Srikanth Bolla’s life was never easy. He faced discrimination because of his disability all his life. When he was born blind, the villagers in Sitaramapuram in Andhra Pradesh advised his farmer parents to let him die. His parents, to their credit, paid no heed. At school too, he would often be pushed to the last bench and would not be included in active sports. Yet, this didn’t deter Srikanth, who excelled in studies and topped the Class 10 board exams in his school. At the Intermediate level, when he wanted to opt for Science, the Andhra Pradesh Education Board refused to grant permission. It said that Arts was what the only stream the blind could take up. Srikanth filed a case and, after a six month wait, the Board agreed to let him pursue Science. Srikanth topped his Class 12, securing a 98%.
The next big hurdle came when he decided he wanted to study engineering at the prestigious Indian Institute of Technology (IIT). He faced discrimination yet again when he was denied an admit card to the IIT entrance examination. That’s when Srikanth decided, “If IIT doesn’t want me, I don’t want IIT either!” He applied to schools in the United States for an undergraduate programme and secured admission in four of the top schools – MIT, Stanford, Berkeley, and Carnegie Mellon. He eventually chose MIT and became the school’s first international blind student.
“The world looks at me and says, ‘Srikanth, you can do nothing.’ I look back at the world and say ‘I can do anything’.”
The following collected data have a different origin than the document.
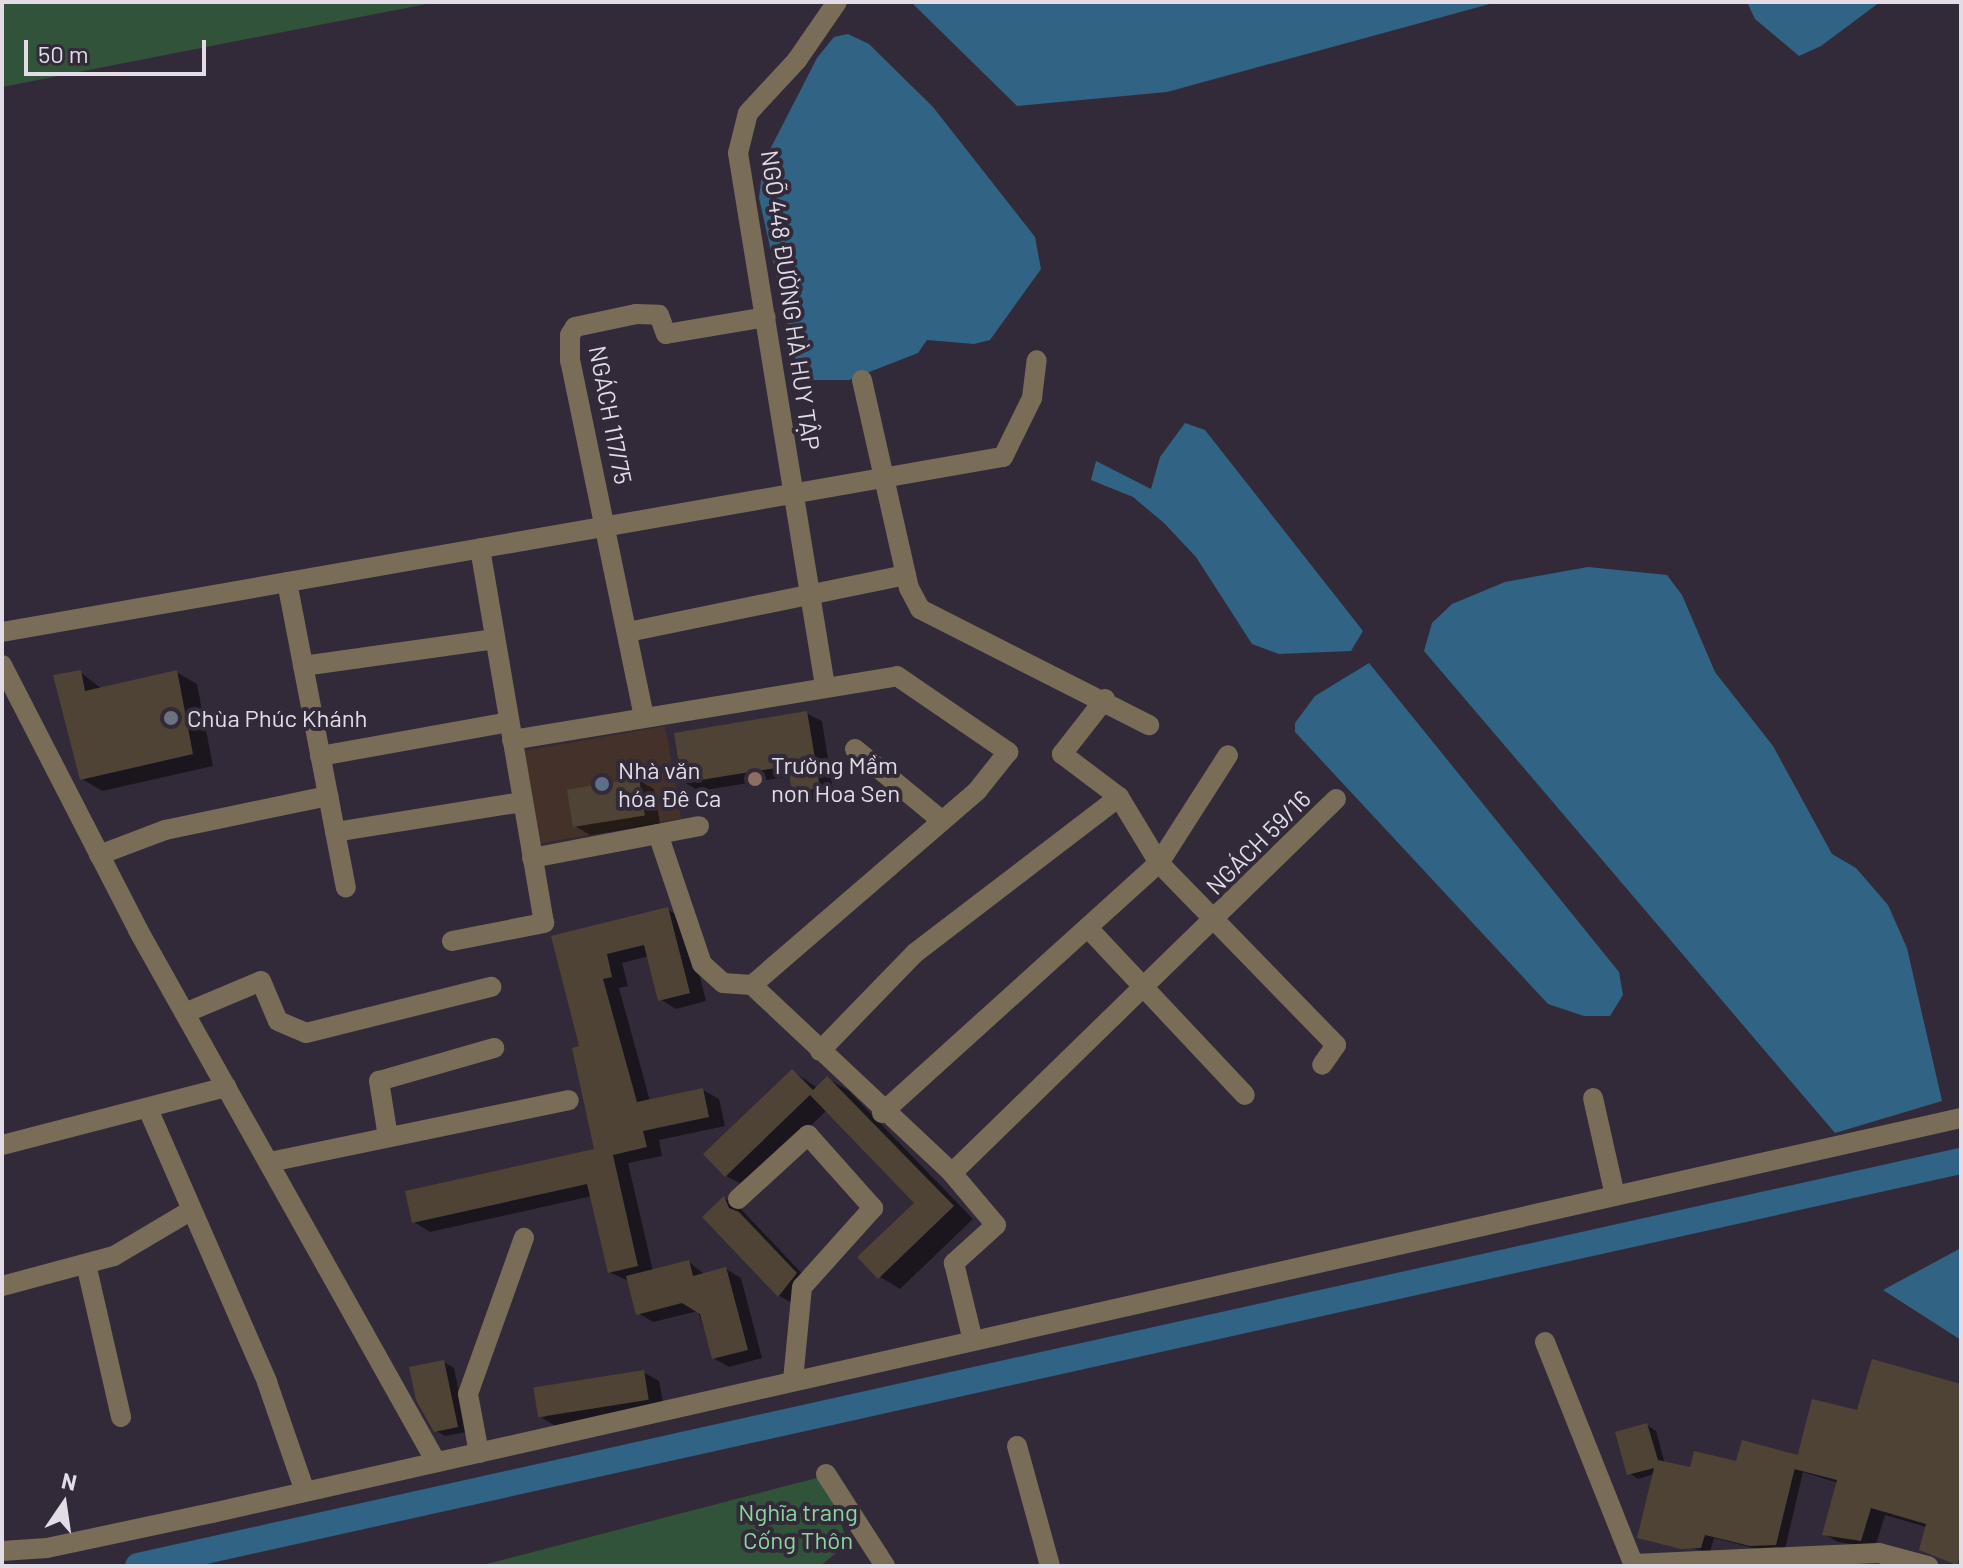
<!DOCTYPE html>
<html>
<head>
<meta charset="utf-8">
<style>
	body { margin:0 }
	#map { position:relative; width:1963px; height:1568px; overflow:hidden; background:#332a39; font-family:Barlow,sans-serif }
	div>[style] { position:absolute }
	.commercial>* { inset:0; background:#44312a; transform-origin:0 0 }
	.green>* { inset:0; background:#31533a }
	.water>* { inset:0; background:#306384 }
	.shadow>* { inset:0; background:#0007 }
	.canal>* { height:26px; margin:-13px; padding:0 13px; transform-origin:13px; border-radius:13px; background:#306384 }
	.building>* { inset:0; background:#4f4335; transform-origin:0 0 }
	.minor>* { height:20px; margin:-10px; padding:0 10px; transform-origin:10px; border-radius:10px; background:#796d58 }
	.dots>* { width:22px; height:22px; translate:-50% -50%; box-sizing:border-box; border:4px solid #332a39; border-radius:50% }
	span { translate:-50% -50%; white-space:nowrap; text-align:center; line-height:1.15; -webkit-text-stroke:8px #332a39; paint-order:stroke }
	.street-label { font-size:24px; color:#e1dce5 }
	.poi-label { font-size:24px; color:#e1dce5 }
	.left { translate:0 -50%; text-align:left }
	.park-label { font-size:24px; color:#8bd59e }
	.frame { position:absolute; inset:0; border:4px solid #e1dce5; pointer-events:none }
	.north { position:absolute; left:24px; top:1464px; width:80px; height:80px; -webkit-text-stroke:6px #332a39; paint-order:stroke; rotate:13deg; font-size:22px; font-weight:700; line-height:32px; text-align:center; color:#e1dce5 }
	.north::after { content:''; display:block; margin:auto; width:28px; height:36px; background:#e1dce5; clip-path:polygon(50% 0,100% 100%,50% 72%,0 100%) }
	.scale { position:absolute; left:24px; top:40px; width:182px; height:36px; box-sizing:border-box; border:4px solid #e1dce5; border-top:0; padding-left:10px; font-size:24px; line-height:28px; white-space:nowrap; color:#e1dce5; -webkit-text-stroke:6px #332a39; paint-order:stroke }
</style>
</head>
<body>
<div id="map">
	<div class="commercial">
		<i style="left:665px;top:726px;width:94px;height:145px;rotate:80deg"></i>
	</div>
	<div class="green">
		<i style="clip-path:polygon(2px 2px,437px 2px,2px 87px)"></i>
		<i style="clip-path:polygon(824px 1476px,848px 1543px,820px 1566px,479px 1566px)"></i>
	</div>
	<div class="water">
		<i style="clip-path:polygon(911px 2px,1497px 2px,1167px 92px,1017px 106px)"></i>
		<i style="clip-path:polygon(1747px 2px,1880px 2px,1821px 46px,1799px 56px,1755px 19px)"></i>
		<i style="clip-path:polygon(848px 34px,869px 44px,933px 107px,1035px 237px,1041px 269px,990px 340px,974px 344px,927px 340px,918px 353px,849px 380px,800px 380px,759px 198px,763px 163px,817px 58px,834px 37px)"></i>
		<i style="clip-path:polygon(1185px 423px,1205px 430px,1363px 631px,1351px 651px,1279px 654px,1252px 644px,1196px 557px,1164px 523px,1133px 497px,1091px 480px,1096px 461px,1151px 489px,1160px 457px)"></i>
		<i style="clip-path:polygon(1588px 567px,1667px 575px,1682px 595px,1715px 672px,1773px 746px,1832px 854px,1856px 868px,1888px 905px,1907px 948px,1942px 1101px,1835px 1133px,1424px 651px,1432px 623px,1452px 604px,1505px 582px)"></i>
		<i style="clip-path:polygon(1369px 663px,1619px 972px,1623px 995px,1610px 1016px,1584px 1016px,1548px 1004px,1295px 732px,1295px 723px,1315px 696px)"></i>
		<i style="clip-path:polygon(1961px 1248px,1961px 1340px,1883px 1290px)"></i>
	</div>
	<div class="shadow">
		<i style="clip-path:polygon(80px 672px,102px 689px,176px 672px,197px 684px,213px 766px,102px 791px,82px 779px)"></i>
		<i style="clip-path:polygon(806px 713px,822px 721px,834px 796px,809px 800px,794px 791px,791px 776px,699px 791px,684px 782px)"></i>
		<i style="clip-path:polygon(638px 780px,654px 789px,660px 824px,590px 835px,575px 826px)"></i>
		<i style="clip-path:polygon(668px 910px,685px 919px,706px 1001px,676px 1009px,660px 999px,649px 956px,622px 963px,628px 986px,619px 988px,650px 1101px,703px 1090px,719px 1099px,725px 1126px,659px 1140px,662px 1156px,628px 1163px,653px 1271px,689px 1262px,705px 1275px,726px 1269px,741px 1278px,762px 1358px,729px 1367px,713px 1358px,698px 1311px,653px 1322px,638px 1313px,629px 1281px,609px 1272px,592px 1196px,430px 1232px,414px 1222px,596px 1151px,582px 1048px,554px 938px)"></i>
		<i style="clip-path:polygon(792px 1071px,818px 1088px,828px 1079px,848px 1090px,973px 1219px,900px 1289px,880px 1277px,917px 1203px,827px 1110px,747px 1187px,726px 1176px)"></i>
		<i style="clip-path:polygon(724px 1198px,739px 1207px,811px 1283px,794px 1304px,779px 1296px,705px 1217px)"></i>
		<i style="clip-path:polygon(444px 1362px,454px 1368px,467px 1432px,445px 1436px,435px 1430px)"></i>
		<i style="clip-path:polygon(643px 1372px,659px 1381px,664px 1408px,557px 1427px,542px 1418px)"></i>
		<i style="clip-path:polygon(1961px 1386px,1961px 1458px,1940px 1531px,1885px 1515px,1875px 1548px,1838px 1542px,1824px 1534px,1838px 1483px,1803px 1472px,1785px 1549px,1761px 1550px,1714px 1538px,1710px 1552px,1639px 1537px,1654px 1474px,1638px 1479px,1629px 1473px,1647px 1425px,1656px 1431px,1665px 1464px,1691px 1470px,1797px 1457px,1859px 1412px)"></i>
	</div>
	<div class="canal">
		<i style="left:138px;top:1566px;width:1867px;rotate:-12.53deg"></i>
	</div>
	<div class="building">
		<i style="clip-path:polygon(81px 670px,85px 691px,177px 670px,193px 754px,80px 780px,53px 675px)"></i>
		<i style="clip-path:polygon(807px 711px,820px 788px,792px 793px,788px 766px,682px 783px,674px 733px)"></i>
		<i style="left:639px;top:778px;width:38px;height:73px;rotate:81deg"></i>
		<i style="clip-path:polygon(668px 907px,690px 993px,658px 1001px,644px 945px,607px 954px,612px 977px,603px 979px,637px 1102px,703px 1088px,709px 1117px,643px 1131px,647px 1147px,613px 1155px,638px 1266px,608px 1273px,587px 1184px,412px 1223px,405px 1191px,594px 1149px,572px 1048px,579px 1046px,551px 936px)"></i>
		<i style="clip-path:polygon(792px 1069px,813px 1090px,827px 1076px,954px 1206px,878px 1279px,857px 1257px,914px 1203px,810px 1095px,725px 1177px,703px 1154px)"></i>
		<i style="clip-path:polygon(724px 1196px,729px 1208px,739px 1212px,797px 1273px,778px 1297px,702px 1217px)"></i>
		<i style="clip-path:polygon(689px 1260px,693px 1276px,726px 1267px,748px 1350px,712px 1359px,700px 1314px,682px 1303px,636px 1315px,626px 1276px)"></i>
		<i style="clip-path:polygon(1872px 1359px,1961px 1384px,1961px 1553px,1957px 1565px,1919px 1550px,1926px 1524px,1871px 1508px,1861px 1541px,1822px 1535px,1837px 1480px,1794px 1469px,1812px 1399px,1857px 1410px)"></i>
		<i style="clip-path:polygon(444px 1360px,458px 1427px,434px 1432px,416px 1400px,409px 1367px)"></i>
		<i style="left:644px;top:1370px;width:30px;height:112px;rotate:81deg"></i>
		<i style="clip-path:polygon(1647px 1423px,1658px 1460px,1690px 1467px,1694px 1451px,1736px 1461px,1742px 1440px,1798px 1455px,1776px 1545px,1750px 1546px,1705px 1535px,1701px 1548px,1681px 1549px,1637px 1538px,1654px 1468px,1627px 1475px,1615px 1432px)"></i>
	</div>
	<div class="minor">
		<i style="left:862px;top:380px;width:213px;rotate:77.3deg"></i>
		<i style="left:909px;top:588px;width:24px;rotate:62deg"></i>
		<i style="left:920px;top:609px;width:257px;rotate:26.9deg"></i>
		<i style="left:287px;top:582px;width:311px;rotate:79.1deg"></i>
		<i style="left:2px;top:632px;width:1016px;rotate:-9.92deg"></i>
		<i style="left:1003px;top:457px;width:66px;rotate:-63.8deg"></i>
		<i style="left:1032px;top:398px;width:38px;rotate:-83deg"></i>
		<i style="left:628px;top:632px;width:284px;rotate:-11.6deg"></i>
		<i style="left:2px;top:665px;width:298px;rotate:62.8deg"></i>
		<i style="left:138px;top:930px;width:610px;rotate:60.74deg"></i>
		<i style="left:303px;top:666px;width:194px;rotate:-8deg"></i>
		<i style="left:825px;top:686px;width:540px;rotate:-99.27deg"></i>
		<i style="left:738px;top:153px;width:41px;rotate:-76deg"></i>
		<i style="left:748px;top:113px;width:72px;rotate:-47.2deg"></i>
		<i style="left:797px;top:60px;width:70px;rotate:-55.4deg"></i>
		<i style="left:1105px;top:699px;width:70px;rotate:128deg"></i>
		<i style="left:1062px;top:754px;width:71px;rotate:37deg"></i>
		<i style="left:1119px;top:797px;width:77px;rotate:58.8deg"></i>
		<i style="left:1159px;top:863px;width:254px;rotate:45.8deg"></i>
		<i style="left:1336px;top:1045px;width:24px;rotate:125deg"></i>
		<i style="left:644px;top:717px;width:364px;rotate:-101.7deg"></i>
		<i style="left:570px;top:361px;width:26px;rotate:-90deg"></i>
		<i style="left:570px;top:335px;width:9px;rotate:-58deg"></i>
		<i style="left:575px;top:327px;width:62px;rotate:-12deg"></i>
		<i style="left:636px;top:314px;width:23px;rotate:2deg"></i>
		<i style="left:659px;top:315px;width:20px;rotate:70deg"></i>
		<i style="left:666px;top:334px;width:101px;rotate:-9.6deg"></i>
		<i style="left:512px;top:740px;width:390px;rotate:-9.4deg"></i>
		<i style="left:897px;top:676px;width:135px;rotate:34.4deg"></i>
		<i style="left:1008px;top:752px;width:50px;rotate:128.5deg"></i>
		<i style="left:977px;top:791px;width:297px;rotate:139.2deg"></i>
		<i style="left:855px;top:749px;width:112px;rotate:39.5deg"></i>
		<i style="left:320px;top:756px;width:192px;rotate:-10.2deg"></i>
		<i style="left:335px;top:832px;width:189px;rotate:-9.1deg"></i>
		<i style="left:658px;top:834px;width:137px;rotate:71.3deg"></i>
		<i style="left:702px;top:964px;width:28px;rotate:42deg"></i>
		<i style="left:723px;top:983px;width:29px;rotate:4deg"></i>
		<i style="left:752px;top:985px;width:274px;rotate:43.2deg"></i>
		<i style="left:952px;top:1173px;width:68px;rotate:49.8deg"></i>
		<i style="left:996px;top:1225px;width:57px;rotate:137.9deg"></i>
		<i style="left:954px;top:1263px;width:80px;rotate:76.3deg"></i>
		<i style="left:99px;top:855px;width:71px;rotate:-20.7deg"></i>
		<i style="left:165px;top:830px;width:167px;rotate:-11.8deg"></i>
		<i style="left:532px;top:858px;width:170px;rotate:-10.8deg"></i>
		<i style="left:1088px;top:928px;width:229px;rotate:46.8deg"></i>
		<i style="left:452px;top:941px;width:94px;rotate:-11.1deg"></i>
		<i style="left:544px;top:923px;width:380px;rotate:-99.7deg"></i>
		<i style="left:185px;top:1013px;width:82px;rotate:-22.8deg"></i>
		<i style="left:261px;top:981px;width:43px;rotate:67deg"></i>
		<i style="left:278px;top:1021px;width:30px;rotate:23deg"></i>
		<i style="left:306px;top:1033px;width:191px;rotate:-14deg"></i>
		<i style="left:820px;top:1051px;width:136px;rotate:-45.9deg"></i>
		<i style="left:915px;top:953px;width:257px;rotate:-37.4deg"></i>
		<i style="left:1593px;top:1098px;width:100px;rotate:77.3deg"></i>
		<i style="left:148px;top:1109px;width:298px;rotate:66.4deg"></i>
		<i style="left:267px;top:1382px;width:116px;rotate:70.9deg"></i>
		<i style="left:882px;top:1113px;width:373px;rotate:-42.1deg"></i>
		<i style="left:1159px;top:863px;width:128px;rotate:-57.4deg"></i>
		<i style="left:388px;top:1137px;width:57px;rotate:-99.1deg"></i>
		<i style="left:379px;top:1081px;width:120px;rotate:-16deg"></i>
		<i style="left:2px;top:1145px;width:232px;rotate:-14.5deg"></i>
		<i style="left:270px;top:1162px;width:305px;rotate:-11.7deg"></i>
		<i style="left:952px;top:1173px;width:536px;rotate:-44.24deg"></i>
		<i style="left:738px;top:1199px;width:95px;rotate:-42.4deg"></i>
		<i style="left:808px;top:1135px;width:98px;rotate:48.3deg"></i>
		<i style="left:873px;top:1208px;width:106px;rotate:131.9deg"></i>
		<i style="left:802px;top:1287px;width:94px;rotate:95.5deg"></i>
		<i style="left:86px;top:1264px;width:157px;rotate:77.1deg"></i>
		<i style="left:2px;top:1286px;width:116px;rotate:-15deg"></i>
		<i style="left:114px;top:1256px;width:88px;rotate:-30.6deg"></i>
		<i style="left:1545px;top:1342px;width:241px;rotate:68.3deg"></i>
		<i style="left:1017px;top:1446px;width:124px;rotate:74.6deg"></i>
		<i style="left:479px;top:1453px;width:60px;rotate:-100.6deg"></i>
		<i style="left:468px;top:1394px;width:166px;rotate:-70.3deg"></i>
		<i style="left:826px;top:1474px;width:109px;rotate:57.3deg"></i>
		<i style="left:2px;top:1551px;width:45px;rotate:-3.8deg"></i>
		<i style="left:47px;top:1548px;width:169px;rotate:-12deg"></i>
		<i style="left:212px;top:1513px;width:1793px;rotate:-12.73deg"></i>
		<i style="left:1634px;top:1564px;width:245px;rotate:-2.6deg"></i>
		<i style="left:1879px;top:1553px;width:51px;rotate:14.9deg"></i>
	</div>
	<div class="dots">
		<i style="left:171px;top:718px;background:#6b7280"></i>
		<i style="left:755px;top:779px;background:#8d6e63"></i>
		<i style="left:602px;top:784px;background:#5c6f8a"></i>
	</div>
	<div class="street-label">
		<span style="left:791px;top:300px;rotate:82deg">NGÕ 448 ĐƯỜNG HÀ HUY TẬP</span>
		<span style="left:611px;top:415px;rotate:79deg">NGÁCH 117/75</span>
		<span style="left:1258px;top:842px;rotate:-45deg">NGÁCH 59/16</span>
	</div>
	<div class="poi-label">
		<span class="left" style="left:187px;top:718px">Chùa Phúc Khánh</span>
		<span class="left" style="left:771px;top:779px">Trường Mầm<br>non Hoa Sen</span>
		<span class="left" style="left:618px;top:784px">Nhà văn<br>hóa Đê Ca</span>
	</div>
	<div class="park-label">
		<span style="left:798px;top:1526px">Nghĩa trang<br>Cống Thôn</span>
	</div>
	<div class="frame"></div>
	<div class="north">N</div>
	<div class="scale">50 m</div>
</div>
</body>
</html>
After graduating from MIT, Srikanth decided to do something about the discriminations faced by the disabled in our country. Giving up corporate opportunities in America, he came back to India and started Samanvai, a non-profit organization in Hyderabad, to provide individualized, need-based and goal-oriented support services to students with multiple disabilities. He promoted Braille literacy, a digital library and a Braille printing press/library to provide tutorial services for such students. Through Samanvai, Srikanth has managed to mentor and nurture over 3,000 students so far.
As a next big step, he decided to look at the issue of employability of the disabled. In 2012, Srikanth started Bollant Industries Pvt. Ltd., with the aim of providing livelihood opportunities to the physically challenged. The company manufactures eco-friendly products such as areca leaf plates, cups, trays, and dinnerware, betel plates, and disposable plates, spoons and cups. The company also manufactures adhesives and printing inks/printing products. So impressed was angel investor Ravi Mantha with Srikanth’s business model and vision, that he not only invested in the company but is also Srikanth’s mentor. Today, Bollant employs over 150 disabled individuals and has five manufacturing units. Its annual sales have already crossed Rs. 70 million.
For the future, Srikanth has a vision of building a sustainable company with a workforce comprising 70% people with disabilities. He sure has come a long way in changing people’s perceptions about the capabilities of the differently abled.